Barbarossa hat geschrieben:
dieter hat geschrieben:
Lieber Barbarossa,
aber ein privater Unternehmer nutzt die Resourcen bis auf geht nicht mehr aus und zahlt nur Hungerlöhne. :roll:

Ja, weil er gezwungen ist, mindestens kostendeckend zu arbeiten. Ein Staatsunternehmen muß das nicht und darum ist das in den wenigsten Fällen so. Das bekommt im Notfall Zuschüsse vom Staat - von Steuergeldern. Das hatten wir alles schon und zwar nicht nur im Ostblock, sondern auch in Frankreich. Es führte immer in die roten Zahlen und belastete die Staatshaushalte.
Die Lösung kann nur eine staatlich gut regulierte Privatwirtschaft sein. Allerdings darf man an sowas keine Stümper ran lassen.
:roll:


Die Arbeiter in den amerikanischen Kupferminen gehörten zu den am besten verdienenden Arbeitern in Chile vor Allende. Nachdem 1971 die Firmen verstaatlicht wurden und nun zu dem Unternehmen Codelco zusammengefasst wurden, ging die Produktion wohl vorübergehend zurück und die einsetzende Inflation senkte den Lebensstandard der Arbeiter. Diese wehrten sich dagegen mit massiven Streiks. Es ist interessant, dass gerade die Arbeiter der Kupferminen erbitterte Gegner der Allende Regierung waren und durch ihre Streiks und Demonstrationen sein Regime destabilisierten.

Die Junta hat die Verstaatlichung nicht rückgängig gemacht. Die Minenarbeiter haben weiterhin ein für Chile sehr hohes Einkommen und besitzen zahlreiche Vergünstigungen.
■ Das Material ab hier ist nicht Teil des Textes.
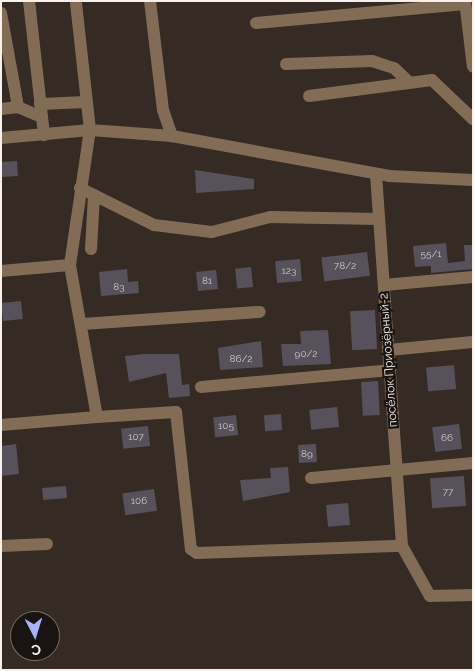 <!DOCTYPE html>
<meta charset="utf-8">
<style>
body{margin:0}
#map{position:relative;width:474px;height:671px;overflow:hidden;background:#352a24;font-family:Raleway,sans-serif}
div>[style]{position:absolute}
.building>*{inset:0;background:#57515c;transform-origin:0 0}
.minor>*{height:12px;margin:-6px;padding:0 6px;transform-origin:6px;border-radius:6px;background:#826c55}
span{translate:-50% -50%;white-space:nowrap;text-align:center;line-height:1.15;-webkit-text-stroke:4.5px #191411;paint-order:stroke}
.number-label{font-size:10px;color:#cfc8c7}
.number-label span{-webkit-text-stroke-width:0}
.street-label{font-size:12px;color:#f7f0eb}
.frame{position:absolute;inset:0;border:2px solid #f7f0eb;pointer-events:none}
.north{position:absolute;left:10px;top:611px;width:50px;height:50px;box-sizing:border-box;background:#191411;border:1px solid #726c68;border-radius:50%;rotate:175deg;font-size:14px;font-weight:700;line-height:20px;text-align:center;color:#f7f0eb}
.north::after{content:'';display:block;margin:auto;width:18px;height:22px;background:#a9b0fc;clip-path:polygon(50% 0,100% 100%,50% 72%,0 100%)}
</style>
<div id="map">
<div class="building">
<i style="left:17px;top:161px;width:15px;height:16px;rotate:86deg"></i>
<i style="clip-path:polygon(195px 170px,254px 179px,254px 189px,196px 193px)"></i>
<i style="clip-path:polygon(446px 243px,448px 263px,465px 261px,464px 245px,473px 245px,473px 269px,431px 273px,431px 266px,415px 267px,413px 246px)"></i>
<i style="left:367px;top:252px;width:24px;height:46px;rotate:83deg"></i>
<i style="left:300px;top:259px;width:22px;height:25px;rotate:85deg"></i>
<i style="left:251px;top:267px;width:20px;height:16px;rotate:84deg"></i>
<i style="clip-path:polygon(127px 269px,128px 282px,138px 281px,139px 293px,101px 296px,99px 272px)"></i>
<i style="left:216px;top:270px;width:19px;height:20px;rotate:84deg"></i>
<i style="left:21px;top:301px;width:18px;height:20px;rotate:84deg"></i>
<i style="left:375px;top:310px;width:39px;height:25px;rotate:87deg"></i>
<i style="clip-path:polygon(328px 330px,331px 364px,283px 366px,281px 344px,301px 344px,300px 331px)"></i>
<i style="clip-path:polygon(261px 341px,263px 367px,220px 370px,218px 348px)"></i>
<i style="clip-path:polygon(145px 354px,179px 354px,182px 385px,189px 384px,190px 396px,169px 398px,166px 373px,129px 382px,125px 356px)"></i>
<i style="left:454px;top:365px;width:24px;height:28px;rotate:85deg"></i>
<i style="left:378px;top:381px;width:34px;height:17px;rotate:87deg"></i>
<i style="left:337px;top:407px;width:20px;height:28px;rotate:84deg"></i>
<i style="left:281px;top:414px;width:16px;height:17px;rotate:86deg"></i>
<i style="left:236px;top:415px;width:20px;height:23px;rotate:84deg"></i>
<i style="left:459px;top:424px;width:25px;height:27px;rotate:83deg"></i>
<i style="left:148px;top:426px;width:20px;height:27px;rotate:84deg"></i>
<i style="clip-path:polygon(16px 444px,19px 474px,1px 476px,1px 446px)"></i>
<i style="left:316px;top:444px;width:18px;height:18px;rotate:87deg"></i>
<i style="clip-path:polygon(288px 467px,290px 492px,243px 501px,240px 480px,271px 478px,270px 468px)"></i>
<i style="left:464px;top:476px;width:30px;height:34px;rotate:86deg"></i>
<i style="left:66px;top:486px;width:12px;height:24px;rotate:85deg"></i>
<i style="left:154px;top:489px;width:22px;height:32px;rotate:82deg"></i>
<i style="left:348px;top:503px;width:22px;height:22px;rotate:85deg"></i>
</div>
<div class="minor">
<i style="left:29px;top:1px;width:135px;rotate:83.6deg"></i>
<i style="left:150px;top:1px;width:110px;rotate:83.2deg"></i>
<i style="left:163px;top:110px;width:28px;rotate:71deg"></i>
<i style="left:465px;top:1px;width:66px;rotate:83.1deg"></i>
<i style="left:1px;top:13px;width:96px;rotate:79.7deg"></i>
<i style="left:18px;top:107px;width:26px;rotate:23deg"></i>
<i style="left:256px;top:23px;width:210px;rotate:-5.2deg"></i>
<i style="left:286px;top:64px;width:86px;rotate:-2deg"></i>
<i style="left:372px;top:61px;width:23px;rotate:18deg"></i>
<i style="left:394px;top:68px;width:18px;rotate:43deg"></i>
<i style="left:309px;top:96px;width:124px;rotate:-7.4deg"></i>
<i style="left:432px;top:80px;width:57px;rotate:43.6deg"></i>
<i style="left:40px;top:104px;width:47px;rotate:-2.4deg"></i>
<i style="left:1px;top:109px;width:17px;rotate:-7deg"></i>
<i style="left:1px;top:138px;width:89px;rotate:-5.1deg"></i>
<i style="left:90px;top:130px;width:82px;rotate:4.2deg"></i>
<i style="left:172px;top:136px;width:221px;rotate:10.4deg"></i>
<i style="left:389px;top:176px;width:84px;rotate:2.7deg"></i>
<i style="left:376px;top:174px;width:373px;rotate:86deg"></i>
<i style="left:402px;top:546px;width:57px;rotate:60.8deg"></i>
<i style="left:430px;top:596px;width:43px;rotate:-1.3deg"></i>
<i style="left:80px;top:188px;width:83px;rotate:26.6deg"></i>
<i style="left:154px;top:225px;width:58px;rotate:6.9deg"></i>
<i style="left:212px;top:232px;width:60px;rotate:-14.5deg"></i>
<i style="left:270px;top:217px;width:109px;rotate:1.1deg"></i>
<i style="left:91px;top:249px;width:54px;rotate:-86.8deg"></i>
<i style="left:1px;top:271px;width:69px;rotate:-5deg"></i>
<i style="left:384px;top:285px;width:89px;rotate:-5.1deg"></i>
<i style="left:82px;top:324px;width:178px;rotate:-3.9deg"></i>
<i style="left:389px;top:350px;width:84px;rotate:-5.4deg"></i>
<i style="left:201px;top:387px;width:190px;rotate:-5.1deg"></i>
<i style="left:97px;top:417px;width:79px;rotate:-3.6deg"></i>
<i style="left:176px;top:412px;width:138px;rotate:83.8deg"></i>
<i style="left:191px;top:549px;width:7px;rotate:34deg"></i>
<i style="left:197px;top:553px;width:205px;rotate:-2deg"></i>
<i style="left:1px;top:425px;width:96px;rotate:-4.8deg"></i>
<i style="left:97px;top:417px;width:154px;rotate:-100.1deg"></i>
<i style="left:70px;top:265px;width:136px;rotate:-81.6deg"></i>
<i style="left:90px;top:130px;width:128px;rotate:-96.3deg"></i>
<i style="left:311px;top:478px;width:163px;rotate:-5.3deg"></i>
<i style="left:1px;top:546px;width:46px;rotate:-2.5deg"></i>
</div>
<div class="number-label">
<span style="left:431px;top:254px">55/1</span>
<span style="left:345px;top:266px">78/2</span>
<span style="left:289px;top:271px">123</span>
<span style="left:207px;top:281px">81</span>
<span style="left:119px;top:287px">83</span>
<span style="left:306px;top:354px">90/2</span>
<span style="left:241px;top:359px">86/2</span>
<span style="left:226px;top:426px">105</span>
<span style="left:136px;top:437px">107</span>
<span style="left:447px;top:438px">66</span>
<span style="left:307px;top:454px">89</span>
<span style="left:448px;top:492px">77</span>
<span style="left:139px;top:501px">106</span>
</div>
<div class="street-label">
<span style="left:389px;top:360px;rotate:-94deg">посёлок Приозёрный-2</span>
</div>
<div class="frame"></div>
<div class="north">С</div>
</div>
Mietfreies Wohnen in Werkshäusern, gute Schulen und Krankenhäuser, viel besser als im übrigen Chile. Allerdings ist die Arbeit sehr hart und gesundheitsschädlich. Die Minen verursachen zudem gewaltige Umweltzerstörungen.

Die staatlichen Minen werden sehr effizient genutzt und im Jahre 2004 stammten 45% der Exporterlöse Chiles aus dem Verkauf von Kupfer.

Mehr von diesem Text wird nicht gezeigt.